Thursday, December 2, 2021

Ethics Reform is Coming to City Council*

* Dallas City Council.

Regular readers will know how I've been recommending that Richardson's Code of Ethics get strengthened since the embarrassment of the tenure of Mayor Laura Maczka, convicted of bribery and tax fraud and awaiting sentencing. OK, I've been screaming for it, although the City Council, in its infinite wisdom, has taken a status quo ante attitude that there's no trouble here in River City.

I was pleased to see that the City of Dallas, with even greater problems than Richardson, is taking an important step to combatting public corruption. D Magazine has the details.

The Dallas City Council is weighing several proposals aimed at beefing up the city’s ethics code.

The biggest recommendation from an ethics task force that Mayor Eric Johnson convened two years ago is the creation of a “division of the inspector general,” an office—with subpoena power—that would look into ethics complaints. If anything shady is discovered, it would “prosecute alleged or suspected violations; recommend settlement agreements; or dismiss where appropriate.”

Tim Powers, head of the ethics reform task force, told me over the summer that having such a “cop on the beat” would help keep city officials on their best behavior.

“You’re always going to have somebody that runs off the reservation,” Powers said then. “We need to be able to find that [unethical activity] before or while it’s occurring as opposed to after it’s occurred.”

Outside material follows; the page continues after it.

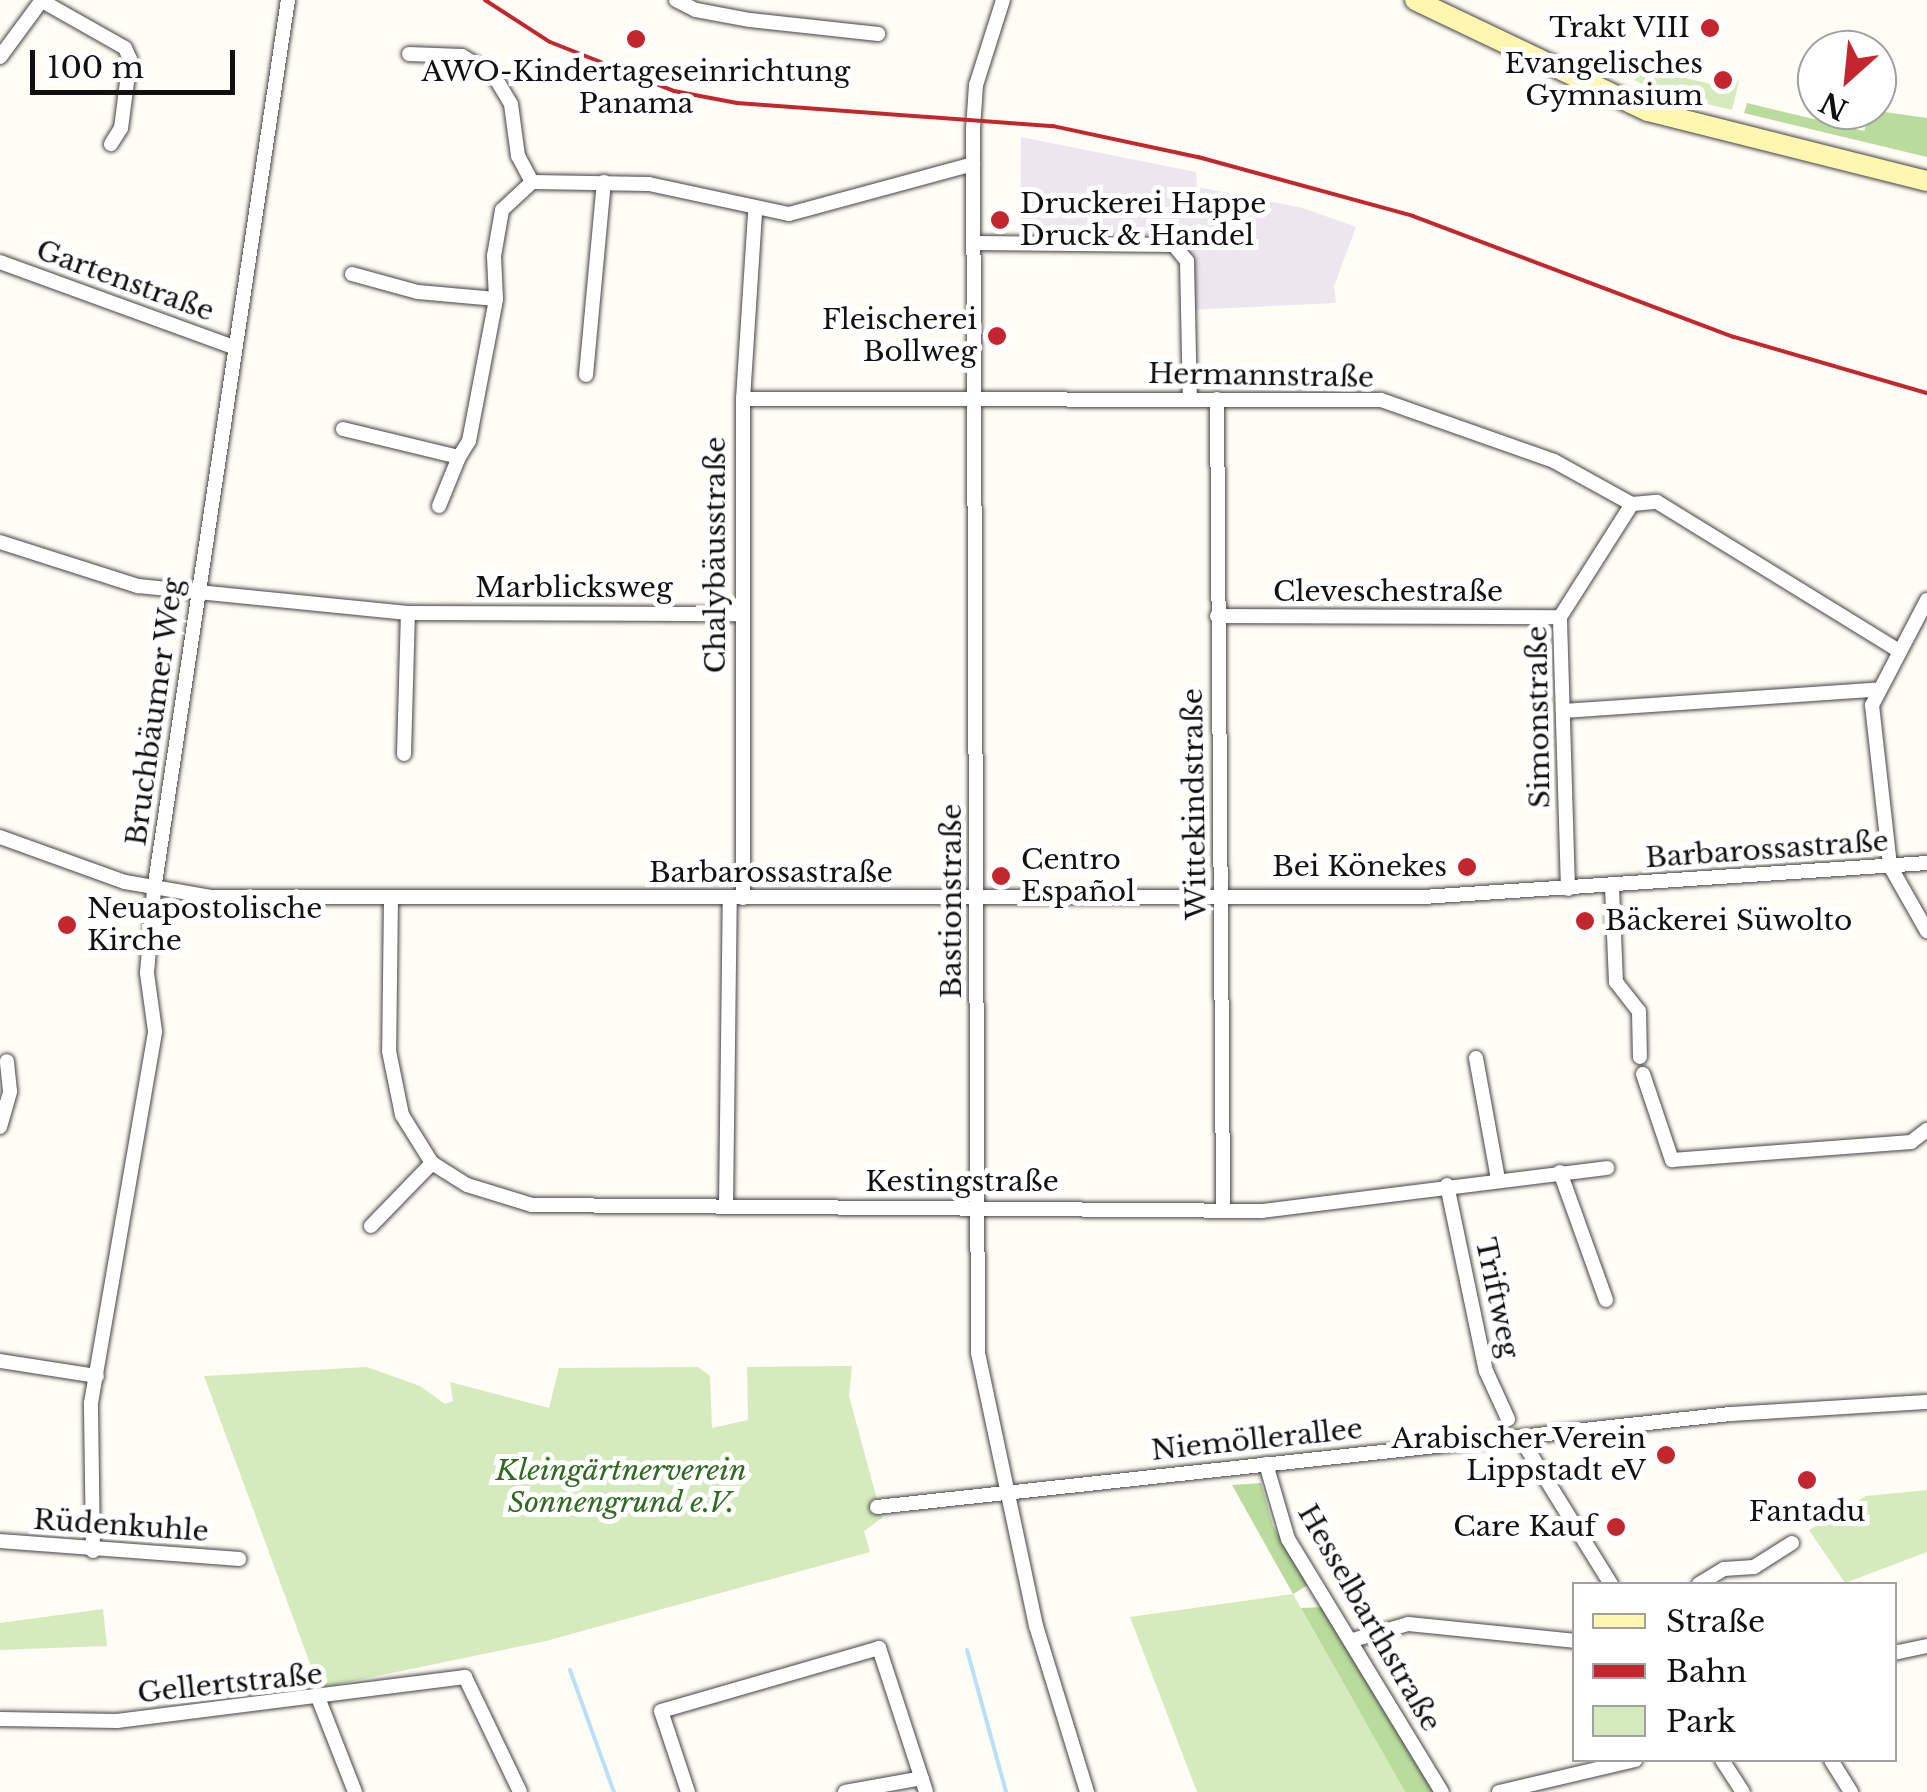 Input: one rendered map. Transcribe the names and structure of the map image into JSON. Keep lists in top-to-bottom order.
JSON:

Just in the last several years, two former City Council members have pleaded guilty to taking hundreds of thousands of dollars in bribes. There have been much less egregious cases that exist in a grey area a revamped ethics code could help clarify.

The devil remains, as it usually does, in the details. It’s unclear, for example, how much an inspector general’s office would cost. Few people at City Hall would disagree, however, that reforms are welcome.